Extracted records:

• • • • •

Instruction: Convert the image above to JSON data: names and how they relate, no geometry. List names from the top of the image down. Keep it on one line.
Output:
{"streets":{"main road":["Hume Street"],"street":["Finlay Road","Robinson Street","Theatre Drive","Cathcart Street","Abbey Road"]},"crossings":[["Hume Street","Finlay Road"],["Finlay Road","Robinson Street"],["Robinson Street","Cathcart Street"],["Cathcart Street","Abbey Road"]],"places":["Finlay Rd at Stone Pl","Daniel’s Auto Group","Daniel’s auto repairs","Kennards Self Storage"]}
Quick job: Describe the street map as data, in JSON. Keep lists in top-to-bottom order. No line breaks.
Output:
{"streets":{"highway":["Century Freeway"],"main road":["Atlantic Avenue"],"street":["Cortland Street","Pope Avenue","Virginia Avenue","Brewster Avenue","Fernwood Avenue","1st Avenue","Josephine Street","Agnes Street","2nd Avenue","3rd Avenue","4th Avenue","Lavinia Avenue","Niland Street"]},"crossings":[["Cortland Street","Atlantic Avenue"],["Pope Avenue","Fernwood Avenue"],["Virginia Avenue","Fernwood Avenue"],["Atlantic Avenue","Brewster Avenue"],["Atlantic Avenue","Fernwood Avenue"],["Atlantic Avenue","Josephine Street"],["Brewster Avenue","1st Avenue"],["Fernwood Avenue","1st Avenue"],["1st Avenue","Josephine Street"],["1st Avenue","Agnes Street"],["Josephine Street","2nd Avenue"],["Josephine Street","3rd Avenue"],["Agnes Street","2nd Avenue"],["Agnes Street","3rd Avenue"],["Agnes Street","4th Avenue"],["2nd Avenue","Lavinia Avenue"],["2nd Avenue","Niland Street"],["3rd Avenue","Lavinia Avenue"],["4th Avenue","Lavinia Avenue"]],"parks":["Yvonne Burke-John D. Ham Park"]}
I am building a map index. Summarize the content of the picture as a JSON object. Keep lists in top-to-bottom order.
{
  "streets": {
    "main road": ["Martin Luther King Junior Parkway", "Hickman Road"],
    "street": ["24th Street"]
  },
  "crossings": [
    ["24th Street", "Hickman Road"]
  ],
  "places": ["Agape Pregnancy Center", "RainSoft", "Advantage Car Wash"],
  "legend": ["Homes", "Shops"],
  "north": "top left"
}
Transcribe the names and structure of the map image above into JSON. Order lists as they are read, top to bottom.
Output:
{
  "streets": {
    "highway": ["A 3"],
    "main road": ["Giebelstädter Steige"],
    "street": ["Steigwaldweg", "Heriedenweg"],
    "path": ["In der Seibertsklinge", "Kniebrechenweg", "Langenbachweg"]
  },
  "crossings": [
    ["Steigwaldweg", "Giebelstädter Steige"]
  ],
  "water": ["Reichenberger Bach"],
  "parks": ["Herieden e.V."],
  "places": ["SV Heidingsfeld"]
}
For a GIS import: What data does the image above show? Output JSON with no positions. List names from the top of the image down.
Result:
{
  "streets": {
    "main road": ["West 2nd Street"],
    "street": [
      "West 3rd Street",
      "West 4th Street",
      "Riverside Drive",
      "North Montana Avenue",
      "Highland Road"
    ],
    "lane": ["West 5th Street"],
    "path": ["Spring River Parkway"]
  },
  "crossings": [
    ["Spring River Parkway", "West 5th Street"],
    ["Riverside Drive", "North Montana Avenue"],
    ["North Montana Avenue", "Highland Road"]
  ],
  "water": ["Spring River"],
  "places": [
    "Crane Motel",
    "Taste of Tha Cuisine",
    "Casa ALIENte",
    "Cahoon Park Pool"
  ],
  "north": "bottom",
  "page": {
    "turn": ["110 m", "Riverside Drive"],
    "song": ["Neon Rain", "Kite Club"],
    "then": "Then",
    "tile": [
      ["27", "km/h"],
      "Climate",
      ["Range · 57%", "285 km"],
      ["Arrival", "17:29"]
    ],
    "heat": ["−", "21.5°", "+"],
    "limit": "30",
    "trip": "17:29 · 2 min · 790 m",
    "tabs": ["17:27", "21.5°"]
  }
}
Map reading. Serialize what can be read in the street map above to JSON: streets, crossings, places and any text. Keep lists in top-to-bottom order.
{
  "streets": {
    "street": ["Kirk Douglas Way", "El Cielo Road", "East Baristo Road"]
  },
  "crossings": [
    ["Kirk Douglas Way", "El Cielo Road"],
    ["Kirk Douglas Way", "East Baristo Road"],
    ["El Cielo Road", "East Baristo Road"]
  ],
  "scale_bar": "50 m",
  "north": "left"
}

• • • • •

:: WORK REQUEST ::
Among the lines above, return those that hold the word "data".

:: RESPONSE BOX ::
Instruction: Convert the image above to JSON data: names and how they relate, no geometry. List names from the top of the image down. Keep it on one line.
Quick job: Describe the street map as data, in JSON. Keep lists in top-to-bottom order. No line breaks.
For a GIS import: What data does the image above show? Output JSON with no positions. List names from the top of the image down.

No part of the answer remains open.